In the edited video posted on the city website, councilmembers can still be heard and seen reacting to these images and messages. When the first explicit writing and pictures began to appear, Lee referred to them as “kinks” in the presentation. 

“Obviously for those of you watching the Zoom, we’re experiencing a few kinks here in the video presentation, so if you just bear with us,” Lee said. 

In an attempt to prevent further disruption, the council removed the slideshow screen from the Zoom window. Trolls began using the call-in and hand-raise features in order to make audio comments, however, making lewd, racist, bizarre, and off-topic remarks,” according to Walsh.  

 Lee appeared to take most of the zoombombing in a stride, as staff muted trolls each time and moved onto the next commenter.

“I guess that’s what happens when the junior high school kids are out of school for several weeks — it gets a little boring,” Lee said. “I guess this is the next best thing to hanging out on the playground.”

The council took a 10-minute recess in an attempt to regain control of the public comments and filter out the trolls, with mixed success. During public comments on an emergency ordinance halting evictions in the city, trolls still seemed to outnumber those engaging in good-faith discussion.   

A second recess was taken after discussion of the emergency eviction ordinance.
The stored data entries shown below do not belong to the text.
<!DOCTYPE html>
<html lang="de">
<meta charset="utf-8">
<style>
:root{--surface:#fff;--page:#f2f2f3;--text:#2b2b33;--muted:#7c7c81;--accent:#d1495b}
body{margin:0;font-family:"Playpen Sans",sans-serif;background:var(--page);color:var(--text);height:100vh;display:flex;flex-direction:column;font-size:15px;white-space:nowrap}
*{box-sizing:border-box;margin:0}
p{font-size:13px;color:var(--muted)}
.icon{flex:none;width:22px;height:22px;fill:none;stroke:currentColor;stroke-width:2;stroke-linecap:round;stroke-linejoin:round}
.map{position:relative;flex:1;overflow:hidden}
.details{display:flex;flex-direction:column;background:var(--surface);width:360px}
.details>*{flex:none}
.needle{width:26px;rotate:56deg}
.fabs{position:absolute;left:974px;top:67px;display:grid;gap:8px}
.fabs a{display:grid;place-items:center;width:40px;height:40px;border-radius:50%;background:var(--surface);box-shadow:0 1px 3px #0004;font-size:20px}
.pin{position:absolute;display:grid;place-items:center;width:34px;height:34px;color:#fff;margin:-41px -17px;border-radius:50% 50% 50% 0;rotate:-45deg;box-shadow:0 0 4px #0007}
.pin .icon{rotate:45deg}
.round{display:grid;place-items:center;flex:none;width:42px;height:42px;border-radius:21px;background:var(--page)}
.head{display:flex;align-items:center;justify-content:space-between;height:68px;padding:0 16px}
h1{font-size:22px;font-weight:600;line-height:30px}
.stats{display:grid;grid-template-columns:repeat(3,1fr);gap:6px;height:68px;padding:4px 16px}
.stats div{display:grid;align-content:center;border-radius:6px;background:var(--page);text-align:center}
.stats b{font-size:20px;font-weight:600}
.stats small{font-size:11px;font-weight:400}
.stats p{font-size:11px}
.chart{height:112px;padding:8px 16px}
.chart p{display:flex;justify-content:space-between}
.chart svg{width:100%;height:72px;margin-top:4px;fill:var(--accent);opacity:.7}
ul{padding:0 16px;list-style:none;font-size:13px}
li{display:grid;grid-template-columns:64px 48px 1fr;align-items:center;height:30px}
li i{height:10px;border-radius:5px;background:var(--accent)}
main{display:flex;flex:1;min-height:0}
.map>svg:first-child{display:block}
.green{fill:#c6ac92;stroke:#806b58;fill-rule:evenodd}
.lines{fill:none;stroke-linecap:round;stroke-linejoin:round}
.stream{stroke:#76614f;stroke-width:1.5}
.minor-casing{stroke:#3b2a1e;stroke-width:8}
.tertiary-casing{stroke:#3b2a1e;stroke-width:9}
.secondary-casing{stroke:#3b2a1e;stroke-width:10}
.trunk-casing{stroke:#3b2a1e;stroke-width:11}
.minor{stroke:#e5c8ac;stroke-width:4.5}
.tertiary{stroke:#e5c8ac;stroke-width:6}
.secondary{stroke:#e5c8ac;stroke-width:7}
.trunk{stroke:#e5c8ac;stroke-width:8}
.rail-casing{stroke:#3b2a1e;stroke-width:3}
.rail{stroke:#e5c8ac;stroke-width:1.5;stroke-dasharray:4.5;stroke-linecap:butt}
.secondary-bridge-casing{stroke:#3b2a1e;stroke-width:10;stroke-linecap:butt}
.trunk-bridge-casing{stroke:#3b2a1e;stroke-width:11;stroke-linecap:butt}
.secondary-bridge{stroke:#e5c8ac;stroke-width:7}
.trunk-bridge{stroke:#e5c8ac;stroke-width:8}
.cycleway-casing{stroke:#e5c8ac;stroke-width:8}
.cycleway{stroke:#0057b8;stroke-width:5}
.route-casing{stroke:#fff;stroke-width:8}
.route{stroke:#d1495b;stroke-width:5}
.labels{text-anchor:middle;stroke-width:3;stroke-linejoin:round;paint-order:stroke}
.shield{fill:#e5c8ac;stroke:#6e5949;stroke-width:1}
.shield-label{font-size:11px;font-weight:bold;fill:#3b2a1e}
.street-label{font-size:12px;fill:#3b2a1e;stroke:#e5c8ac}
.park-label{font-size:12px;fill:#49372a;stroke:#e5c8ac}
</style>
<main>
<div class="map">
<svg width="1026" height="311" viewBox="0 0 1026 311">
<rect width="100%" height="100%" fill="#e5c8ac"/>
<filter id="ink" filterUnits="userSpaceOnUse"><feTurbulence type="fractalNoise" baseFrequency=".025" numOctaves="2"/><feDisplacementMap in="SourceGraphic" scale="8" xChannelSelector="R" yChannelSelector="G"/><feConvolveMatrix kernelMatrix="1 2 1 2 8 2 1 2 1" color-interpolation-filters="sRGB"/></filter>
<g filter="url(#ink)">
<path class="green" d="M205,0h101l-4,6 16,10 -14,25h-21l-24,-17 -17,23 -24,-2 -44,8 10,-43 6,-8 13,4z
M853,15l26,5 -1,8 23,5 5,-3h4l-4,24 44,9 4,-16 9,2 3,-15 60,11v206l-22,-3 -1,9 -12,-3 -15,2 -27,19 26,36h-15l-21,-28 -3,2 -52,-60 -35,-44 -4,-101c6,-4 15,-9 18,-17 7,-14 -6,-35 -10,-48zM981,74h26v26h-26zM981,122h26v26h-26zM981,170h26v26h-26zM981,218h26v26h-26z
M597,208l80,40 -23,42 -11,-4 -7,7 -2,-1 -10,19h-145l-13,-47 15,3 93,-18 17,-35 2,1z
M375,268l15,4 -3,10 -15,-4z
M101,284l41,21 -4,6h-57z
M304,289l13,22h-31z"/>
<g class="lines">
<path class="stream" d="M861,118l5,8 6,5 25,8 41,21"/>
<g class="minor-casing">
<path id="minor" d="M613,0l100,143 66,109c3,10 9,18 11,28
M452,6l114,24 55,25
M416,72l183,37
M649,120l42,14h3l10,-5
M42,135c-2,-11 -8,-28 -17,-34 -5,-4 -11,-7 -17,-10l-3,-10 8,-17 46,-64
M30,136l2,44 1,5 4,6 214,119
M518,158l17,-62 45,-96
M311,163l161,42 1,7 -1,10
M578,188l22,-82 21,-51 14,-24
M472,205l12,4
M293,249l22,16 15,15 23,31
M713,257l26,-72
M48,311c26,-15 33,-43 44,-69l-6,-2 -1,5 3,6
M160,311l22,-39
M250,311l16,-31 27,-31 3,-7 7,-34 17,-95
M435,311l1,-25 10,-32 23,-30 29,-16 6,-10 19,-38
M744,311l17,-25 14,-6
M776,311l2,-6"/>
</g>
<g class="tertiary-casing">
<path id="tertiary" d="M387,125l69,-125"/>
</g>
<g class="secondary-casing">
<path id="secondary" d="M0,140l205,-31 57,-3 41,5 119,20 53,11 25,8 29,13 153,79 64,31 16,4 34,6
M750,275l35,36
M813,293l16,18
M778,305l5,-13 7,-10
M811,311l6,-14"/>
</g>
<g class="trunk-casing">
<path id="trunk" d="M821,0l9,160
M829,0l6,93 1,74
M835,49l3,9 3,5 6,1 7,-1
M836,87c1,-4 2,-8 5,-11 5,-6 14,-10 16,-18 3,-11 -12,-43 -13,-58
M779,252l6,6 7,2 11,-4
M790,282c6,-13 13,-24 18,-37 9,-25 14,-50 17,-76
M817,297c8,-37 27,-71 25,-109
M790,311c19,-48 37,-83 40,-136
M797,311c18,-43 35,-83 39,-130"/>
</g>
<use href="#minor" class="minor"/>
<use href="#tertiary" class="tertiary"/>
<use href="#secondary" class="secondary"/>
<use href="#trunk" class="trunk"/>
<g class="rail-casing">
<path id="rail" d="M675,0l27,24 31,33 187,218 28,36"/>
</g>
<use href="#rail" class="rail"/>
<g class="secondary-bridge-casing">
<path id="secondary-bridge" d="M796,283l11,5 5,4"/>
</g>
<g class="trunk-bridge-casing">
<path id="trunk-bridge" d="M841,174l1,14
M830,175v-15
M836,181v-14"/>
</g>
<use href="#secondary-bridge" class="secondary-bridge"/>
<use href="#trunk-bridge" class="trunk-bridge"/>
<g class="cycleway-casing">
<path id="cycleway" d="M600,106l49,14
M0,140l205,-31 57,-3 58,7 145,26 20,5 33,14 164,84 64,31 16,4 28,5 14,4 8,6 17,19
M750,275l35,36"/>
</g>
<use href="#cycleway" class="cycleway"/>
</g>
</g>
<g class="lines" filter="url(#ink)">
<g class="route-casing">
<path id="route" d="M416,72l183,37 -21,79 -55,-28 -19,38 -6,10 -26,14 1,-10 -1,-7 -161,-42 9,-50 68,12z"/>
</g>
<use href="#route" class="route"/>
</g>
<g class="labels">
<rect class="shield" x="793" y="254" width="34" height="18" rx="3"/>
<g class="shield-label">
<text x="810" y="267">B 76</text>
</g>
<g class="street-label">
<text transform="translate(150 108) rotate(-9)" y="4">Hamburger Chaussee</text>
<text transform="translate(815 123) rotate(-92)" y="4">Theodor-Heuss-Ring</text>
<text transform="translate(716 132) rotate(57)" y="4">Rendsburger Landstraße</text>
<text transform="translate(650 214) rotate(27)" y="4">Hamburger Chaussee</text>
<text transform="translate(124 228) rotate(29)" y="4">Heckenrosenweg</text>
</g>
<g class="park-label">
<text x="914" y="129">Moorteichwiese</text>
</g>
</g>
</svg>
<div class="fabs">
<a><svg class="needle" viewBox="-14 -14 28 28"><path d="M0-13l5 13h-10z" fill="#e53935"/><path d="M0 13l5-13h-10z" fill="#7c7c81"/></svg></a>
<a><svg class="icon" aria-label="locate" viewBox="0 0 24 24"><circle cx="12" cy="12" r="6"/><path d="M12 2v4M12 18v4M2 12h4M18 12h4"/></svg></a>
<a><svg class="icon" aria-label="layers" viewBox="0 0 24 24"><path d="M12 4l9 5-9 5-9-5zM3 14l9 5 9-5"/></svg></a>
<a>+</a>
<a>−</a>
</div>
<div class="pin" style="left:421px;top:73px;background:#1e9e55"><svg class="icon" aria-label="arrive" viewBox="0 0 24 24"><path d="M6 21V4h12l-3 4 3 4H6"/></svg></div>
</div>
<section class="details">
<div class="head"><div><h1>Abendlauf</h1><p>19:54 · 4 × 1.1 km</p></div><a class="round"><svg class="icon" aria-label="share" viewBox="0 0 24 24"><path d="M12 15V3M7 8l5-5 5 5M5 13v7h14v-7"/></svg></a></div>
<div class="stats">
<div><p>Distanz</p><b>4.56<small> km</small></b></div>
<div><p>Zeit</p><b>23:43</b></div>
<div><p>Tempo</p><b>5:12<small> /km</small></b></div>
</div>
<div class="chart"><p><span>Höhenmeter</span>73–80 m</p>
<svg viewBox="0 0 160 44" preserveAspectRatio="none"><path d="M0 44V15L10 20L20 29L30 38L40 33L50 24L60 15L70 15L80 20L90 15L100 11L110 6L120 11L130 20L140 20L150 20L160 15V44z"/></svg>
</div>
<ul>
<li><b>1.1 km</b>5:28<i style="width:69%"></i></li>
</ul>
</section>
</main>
After returning, Lee announced that any further public comments must be emailed to the city council, after which staff members would read these comments aloud into the record. 

Some members of the public who later emailed comments into the meeting expressed displeasure with the switch in public comment format, however, with some even questioning the legality of this change to council procedure midway through a meeting. City Attorney Inder Khalsa said that she believed the changes were legal and sufficient to comply with Governor Gavin Newsom’s emergency order changes to the Brown Act.

“One requirement for teleconference meetings is that the public be able to participate in the meeting, and we’ve taken the position that submitting written comments during the meeting satisfies that requirement,”  Khalsa said. 

Lee closed the meeting by apologizing to attendees for both the changes to procedure and the trolling that occurred during the meeting, asserting that staff would focus on improving the remote public comment process by the next city council meeting on April 14.

Councilmember Will Arnold condemned the trolls, particularly those who engaged in racist speech and messaging. 

“Obviously, the racist rhetoric that was utilized by some folks — both in writing on our screen and verbally — has zero place in our public discourse,” Arnolds said. “I think all of us condemn that. The rest of it, which sort of falls in the bucket of shenanigans — while it’s sort of low-level, junior-high-esque humor — I think the mayor was correct in saying it still has no place in the public business. It did, today, make it more difficult for members of the public to comment.”